> [Task goal] Word for word, please restate the lines from the beginning of the data through the line in which "2px #b3babf) drop-shadow(0" appears.

Extracted data entries:
****************

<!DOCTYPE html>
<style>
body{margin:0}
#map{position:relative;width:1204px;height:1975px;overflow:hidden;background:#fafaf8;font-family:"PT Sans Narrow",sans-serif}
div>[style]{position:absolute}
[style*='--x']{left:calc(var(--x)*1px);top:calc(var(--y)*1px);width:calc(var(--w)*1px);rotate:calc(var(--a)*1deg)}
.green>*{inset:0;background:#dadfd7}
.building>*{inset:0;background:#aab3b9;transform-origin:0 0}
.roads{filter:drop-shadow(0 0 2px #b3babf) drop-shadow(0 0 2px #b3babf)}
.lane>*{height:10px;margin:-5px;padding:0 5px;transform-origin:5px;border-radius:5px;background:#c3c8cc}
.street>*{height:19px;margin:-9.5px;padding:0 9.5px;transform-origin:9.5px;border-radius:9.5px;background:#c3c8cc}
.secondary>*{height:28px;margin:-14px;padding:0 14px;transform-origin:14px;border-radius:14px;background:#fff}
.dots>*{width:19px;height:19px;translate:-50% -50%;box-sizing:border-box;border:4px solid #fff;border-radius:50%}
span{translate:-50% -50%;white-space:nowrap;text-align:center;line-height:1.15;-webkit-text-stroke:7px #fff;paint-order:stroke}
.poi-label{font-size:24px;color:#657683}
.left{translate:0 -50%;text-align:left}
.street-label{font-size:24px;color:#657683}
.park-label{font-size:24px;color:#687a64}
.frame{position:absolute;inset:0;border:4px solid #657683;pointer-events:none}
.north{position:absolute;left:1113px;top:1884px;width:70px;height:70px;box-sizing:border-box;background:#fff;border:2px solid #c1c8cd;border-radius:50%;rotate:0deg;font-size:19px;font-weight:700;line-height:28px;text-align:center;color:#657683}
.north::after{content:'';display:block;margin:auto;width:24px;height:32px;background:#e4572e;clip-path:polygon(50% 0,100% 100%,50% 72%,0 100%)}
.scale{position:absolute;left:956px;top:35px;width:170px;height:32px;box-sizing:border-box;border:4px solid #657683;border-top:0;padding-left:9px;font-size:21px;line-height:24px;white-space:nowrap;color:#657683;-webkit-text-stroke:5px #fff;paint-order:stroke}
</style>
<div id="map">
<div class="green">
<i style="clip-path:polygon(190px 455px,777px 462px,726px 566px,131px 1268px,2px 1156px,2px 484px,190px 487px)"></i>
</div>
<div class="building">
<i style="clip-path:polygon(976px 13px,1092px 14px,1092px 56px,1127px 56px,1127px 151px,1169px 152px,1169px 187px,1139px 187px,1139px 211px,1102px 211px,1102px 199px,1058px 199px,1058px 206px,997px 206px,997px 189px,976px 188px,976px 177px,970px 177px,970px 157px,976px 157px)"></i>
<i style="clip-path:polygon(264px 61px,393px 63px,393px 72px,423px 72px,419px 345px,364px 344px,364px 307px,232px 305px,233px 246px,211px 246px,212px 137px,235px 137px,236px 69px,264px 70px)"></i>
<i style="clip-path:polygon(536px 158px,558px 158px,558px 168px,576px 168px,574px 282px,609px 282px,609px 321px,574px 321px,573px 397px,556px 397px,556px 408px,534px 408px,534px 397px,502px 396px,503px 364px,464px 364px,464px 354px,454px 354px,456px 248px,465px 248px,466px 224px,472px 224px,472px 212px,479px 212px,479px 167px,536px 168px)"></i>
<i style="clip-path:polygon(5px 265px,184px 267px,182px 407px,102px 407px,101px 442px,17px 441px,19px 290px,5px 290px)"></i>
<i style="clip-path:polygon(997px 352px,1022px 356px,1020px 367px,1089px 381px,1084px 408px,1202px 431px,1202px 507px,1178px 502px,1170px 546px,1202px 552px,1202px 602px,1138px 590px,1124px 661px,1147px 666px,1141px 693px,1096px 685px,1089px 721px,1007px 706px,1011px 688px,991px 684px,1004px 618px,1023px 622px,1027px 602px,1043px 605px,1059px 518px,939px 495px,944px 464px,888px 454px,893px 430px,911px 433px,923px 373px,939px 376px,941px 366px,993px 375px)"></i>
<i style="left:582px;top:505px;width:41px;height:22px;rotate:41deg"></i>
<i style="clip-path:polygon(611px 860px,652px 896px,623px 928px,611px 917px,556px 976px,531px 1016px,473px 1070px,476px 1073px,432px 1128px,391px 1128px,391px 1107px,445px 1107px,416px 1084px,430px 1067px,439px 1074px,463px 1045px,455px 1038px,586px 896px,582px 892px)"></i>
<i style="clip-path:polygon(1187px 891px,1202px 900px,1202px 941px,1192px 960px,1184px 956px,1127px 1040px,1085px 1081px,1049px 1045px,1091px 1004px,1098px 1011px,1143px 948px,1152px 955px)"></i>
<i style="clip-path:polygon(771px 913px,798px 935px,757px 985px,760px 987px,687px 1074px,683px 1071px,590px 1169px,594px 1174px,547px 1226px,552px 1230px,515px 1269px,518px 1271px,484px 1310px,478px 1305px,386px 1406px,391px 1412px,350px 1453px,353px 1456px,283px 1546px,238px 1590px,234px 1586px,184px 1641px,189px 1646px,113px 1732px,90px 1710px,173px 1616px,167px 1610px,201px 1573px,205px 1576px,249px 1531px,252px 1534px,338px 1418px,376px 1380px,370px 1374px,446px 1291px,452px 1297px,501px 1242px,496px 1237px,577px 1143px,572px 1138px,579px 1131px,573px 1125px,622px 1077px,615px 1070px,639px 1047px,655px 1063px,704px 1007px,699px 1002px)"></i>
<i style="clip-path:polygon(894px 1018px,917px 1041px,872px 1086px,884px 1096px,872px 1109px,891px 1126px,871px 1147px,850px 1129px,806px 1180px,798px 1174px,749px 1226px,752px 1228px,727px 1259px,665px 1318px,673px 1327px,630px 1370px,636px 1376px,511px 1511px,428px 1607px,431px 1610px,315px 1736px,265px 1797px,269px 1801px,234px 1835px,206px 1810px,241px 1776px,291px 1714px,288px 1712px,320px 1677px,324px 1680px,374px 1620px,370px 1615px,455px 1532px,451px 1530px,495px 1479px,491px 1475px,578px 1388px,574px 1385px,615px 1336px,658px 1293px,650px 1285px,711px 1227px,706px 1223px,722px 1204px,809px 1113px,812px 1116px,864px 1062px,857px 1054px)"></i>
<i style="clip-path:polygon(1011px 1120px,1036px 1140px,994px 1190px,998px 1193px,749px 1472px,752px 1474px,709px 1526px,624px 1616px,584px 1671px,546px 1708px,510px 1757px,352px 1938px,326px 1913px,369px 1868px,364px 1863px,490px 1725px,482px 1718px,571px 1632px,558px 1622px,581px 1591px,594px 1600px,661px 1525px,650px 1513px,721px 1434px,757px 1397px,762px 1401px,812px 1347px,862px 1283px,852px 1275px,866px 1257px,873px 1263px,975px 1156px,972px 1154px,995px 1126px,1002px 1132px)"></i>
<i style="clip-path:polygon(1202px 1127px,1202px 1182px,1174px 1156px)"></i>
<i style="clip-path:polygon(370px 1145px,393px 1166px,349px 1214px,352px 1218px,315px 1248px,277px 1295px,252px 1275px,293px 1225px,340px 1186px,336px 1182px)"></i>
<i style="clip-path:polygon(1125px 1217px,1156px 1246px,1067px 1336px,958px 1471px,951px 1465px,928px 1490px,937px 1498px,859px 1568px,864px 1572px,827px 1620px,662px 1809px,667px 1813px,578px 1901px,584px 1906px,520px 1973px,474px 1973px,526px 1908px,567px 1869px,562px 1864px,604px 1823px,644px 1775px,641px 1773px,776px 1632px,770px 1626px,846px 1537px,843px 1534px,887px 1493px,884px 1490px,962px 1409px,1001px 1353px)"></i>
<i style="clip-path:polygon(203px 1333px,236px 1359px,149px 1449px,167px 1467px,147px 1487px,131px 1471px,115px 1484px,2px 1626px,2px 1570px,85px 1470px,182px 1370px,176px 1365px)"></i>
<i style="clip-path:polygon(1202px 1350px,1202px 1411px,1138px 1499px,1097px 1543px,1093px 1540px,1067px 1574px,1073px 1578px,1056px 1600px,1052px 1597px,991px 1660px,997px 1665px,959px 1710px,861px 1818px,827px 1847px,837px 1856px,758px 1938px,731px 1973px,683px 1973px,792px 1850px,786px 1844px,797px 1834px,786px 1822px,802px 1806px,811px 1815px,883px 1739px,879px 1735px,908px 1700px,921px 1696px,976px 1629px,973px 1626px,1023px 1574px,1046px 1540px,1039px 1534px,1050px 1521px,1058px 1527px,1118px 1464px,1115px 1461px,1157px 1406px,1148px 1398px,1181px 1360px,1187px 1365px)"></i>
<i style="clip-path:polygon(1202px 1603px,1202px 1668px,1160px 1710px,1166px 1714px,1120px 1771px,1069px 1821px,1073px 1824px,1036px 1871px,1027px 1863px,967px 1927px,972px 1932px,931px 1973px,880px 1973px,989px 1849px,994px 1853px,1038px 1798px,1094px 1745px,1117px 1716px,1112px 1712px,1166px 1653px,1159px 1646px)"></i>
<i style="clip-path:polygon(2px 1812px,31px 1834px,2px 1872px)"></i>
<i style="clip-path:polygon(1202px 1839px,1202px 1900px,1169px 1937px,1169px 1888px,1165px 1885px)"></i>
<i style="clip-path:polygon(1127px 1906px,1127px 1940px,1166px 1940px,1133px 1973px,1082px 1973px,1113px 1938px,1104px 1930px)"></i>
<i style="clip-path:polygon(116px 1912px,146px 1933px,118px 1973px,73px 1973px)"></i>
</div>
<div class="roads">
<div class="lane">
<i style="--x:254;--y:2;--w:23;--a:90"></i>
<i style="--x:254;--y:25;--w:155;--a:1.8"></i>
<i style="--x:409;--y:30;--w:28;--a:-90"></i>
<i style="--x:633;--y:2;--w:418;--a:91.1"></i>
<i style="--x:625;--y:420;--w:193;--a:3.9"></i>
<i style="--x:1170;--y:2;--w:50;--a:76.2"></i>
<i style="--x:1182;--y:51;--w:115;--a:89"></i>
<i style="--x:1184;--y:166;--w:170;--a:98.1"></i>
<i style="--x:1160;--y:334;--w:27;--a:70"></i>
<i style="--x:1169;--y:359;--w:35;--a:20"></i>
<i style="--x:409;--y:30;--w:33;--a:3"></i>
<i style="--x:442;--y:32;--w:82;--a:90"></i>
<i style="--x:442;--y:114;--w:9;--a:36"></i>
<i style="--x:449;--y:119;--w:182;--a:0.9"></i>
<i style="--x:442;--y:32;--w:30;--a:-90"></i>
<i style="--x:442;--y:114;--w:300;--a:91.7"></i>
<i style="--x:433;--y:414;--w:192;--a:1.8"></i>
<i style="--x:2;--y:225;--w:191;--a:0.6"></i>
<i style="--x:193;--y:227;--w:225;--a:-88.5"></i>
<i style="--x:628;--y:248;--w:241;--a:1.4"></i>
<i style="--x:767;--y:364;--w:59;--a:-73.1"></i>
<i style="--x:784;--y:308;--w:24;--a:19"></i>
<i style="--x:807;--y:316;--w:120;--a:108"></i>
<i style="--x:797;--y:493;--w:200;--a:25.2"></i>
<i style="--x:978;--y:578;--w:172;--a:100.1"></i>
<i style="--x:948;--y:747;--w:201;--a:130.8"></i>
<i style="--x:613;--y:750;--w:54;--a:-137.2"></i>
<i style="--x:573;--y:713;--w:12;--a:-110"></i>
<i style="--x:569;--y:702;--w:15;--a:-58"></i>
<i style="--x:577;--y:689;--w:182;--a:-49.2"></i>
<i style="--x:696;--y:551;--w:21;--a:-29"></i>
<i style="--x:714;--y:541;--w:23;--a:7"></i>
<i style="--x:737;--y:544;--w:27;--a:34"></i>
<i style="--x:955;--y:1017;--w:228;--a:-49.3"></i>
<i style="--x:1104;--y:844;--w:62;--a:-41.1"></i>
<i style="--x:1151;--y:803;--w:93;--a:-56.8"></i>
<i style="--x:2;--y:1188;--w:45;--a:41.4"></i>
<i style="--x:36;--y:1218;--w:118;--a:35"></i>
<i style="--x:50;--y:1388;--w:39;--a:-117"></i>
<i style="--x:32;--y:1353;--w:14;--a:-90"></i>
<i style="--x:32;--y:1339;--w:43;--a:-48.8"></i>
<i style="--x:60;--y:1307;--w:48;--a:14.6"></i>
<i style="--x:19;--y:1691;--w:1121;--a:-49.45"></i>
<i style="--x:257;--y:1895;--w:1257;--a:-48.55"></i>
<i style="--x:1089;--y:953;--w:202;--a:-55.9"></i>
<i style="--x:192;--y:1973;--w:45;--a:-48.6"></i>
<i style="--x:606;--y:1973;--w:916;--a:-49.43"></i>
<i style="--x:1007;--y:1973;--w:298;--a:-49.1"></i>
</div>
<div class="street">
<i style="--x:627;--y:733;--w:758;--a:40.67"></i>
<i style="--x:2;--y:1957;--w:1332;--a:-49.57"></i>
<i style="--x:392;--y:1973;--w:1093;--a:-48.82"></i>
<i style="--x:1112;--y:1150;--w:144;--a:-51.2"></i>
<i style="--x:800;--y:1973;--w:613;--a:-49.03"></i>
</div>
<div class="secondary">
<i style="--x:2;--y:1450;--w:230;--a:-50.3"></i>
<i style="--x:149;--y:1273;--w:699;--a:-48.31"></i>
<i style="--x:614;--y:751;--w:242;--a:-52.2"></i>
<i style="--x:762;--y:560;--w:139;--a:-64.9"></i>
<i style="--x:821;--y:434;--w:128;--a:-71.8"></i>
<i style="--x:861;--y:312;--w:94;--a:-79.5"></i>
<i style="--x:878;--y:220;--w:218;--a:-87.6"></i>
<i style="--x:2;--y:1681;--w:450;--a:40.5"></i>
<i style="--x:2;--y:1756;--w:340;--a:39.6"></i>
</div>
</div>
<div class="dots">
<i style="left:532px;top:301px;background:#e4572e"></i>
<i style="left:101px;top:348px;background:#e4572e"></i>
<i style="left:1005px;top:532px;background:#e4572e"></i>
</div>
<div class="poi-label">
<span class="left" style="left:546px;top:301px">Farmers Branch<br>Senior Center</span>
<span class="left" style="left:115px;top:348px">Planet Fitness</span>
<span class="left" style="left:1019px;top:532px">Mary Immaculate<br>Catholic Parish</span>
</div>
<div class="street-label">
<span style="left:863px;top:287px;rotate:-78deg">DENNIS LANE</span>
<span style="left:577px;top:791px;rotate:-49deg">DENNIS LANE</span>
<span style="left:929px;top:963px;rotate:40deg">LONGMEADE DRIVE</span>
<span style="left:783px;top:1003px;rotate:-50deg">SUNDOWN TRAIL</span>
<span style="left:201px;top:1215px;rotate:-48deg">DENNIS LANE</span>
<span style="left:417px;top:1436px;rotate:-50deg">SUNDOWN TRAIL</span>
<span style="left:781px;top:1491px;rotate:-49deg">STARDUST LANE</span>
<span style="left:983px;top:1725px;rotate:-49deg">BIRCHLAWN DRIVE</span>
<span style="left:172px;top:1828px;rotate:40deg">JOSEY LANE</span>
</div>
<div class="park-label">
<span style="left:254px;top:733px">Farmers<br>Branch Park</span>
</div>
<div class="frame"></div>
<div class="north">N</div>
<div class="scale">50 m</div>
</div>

****************

> [Output for this task]
<!DOCTYPE html>
<style>
body{margin:0}
#map{position:relative;width:1204px;height:1975px;overflow:hidden;background:#fafaf8;font-family:"PT Sans Narrow",sans-serif}
div>[style]{position:absolute}
[style*='--x']{left:calc(var(--x)*1px);top:calc(var(--y)*1px);width:calc(var(--w)*1px);rotate:calc(var(--a)*1deg)}
.green>*{inset:0;background:#dadfd7}
.building>*{inset:0;background:#aab3b9;transform-origin:0 0}
.roads{filter:drop-shadow(0 0 2px #b3babf) drop-shadow(0 0 2px #b3babf)}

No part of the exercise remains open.